Just-in-time training can help deliver training to a developer as they are working on mitigating a specific threat. The training should have all the information that a developer needs to address the issue, including background, solution, code samples, or even computer-based training modules. This saves time because they don’t have to research the solution on their own. It also makes a better developer because they are learning as they go.
Challenge #3:
The development team doesn’t have time to deal with all the findings from application security testing (AST) tools.
Security requirements, both functional and non-functional, must be validated through testing. In the last 10 years, tools have been developed to test application security, such as IBM AppScan, HP Fortify, Veracode, WhiteHat, and CheckMarx.
Static Application Security Testing (SAST), can scan source code files to detect and report common pitfalls in secure development. This can only occur once development actually begins. Dynamic Application Security Testing (DAST) happens after source code is compiled into an application, and runs a set of known attacks against an application.
These tools are essential to the secure development process and can be easily automated. Test automation, however, can cause problems in a DevOps environment if there are a large number of ‘findings’ reported by the scanning tools. Each finding must be addressed and fixed by the development team which can introduce uncertainty and risk into the schedule. Vulnerabilities found at this stage of the SDLC are often costly and time-consuming to remediate if the underlying architecture needs to be re-examined. If vulnerabilities and their associated mitigations are addressed earlier in the SDLC via security requirements management, then far fewer findings will occur at the testing stage. Fewer findings means less times spent on remediation, and getting the release out faster.
Scanning tools are only part of the story. In the 2014 Gartner research paper, Application Security: Think Big, Start With What Matters, it is said that “traditional AST really only covers about 40% or less of your codebase.” Our own internal analysis revealed that AST tools (SAST and DAST combined) only detect up to 54% of all known application vulnerabilities. This leaves a whopping 46% of all known vulnerabilities that cannot be detected by any AST tool. More effort is needed to implement test cases for all security requirements in a given project, to bridge this gap.

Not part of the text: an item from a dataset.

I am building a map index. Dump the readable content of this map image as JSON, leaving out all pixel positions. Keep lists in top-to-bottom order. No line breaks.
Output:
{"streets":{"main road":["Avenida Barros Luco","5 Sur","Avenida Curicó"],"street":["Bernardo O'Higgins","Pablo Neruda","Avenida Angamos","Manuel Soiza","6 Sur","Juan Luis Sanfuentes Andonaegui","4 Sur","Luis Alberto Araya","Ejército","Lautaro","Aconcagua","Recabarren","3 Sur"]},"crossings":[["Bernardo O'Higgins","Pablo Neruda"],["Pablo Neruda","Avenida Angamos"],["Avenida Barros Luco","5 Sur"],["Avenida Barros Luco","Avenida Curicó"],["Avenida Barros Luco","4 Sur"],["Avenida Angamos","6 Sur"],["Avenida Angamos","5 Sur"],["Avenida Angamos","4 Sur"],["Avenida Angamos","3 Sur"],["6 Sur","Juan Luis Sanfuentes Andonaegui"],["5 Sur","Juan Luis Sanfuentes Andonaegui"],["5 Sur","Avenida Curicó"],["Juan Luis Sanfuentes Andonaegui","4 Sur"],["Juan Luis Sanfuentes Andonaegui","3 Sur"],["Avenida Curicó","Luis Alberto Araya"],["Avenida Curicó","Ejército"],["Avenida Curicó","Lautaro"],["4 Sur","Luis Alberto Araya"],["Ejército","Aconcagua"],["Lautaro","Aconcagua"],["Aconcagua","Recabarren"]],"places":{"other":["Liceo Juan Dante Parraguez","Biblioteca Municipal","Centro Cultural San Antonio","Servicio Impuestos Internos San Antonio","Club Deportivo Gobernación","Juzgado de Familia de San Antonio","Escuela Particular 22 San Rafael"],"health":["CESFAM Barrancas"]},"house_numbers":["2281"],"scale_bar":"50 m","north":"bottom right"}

Many organizations employ automated tools such as JUnit (back-end) and Selenium (front-end) to manage this in a DevOps environment. The security requirements platforms play a role by defining a prescriptive set of test cases so that development teams can build custom unit tests for each application. This ensures 100% test coverage for each application, including vulnerabilities that are not caught by regular scanners.
In general, the guiding principle is that security activities must happen faster in order to fit into the Agile/DevOps processes. Employing security requirements management and automation at multiple stages of the development lifecycle is an effective strategy to improve security while maintaining a rapid cadence of releases.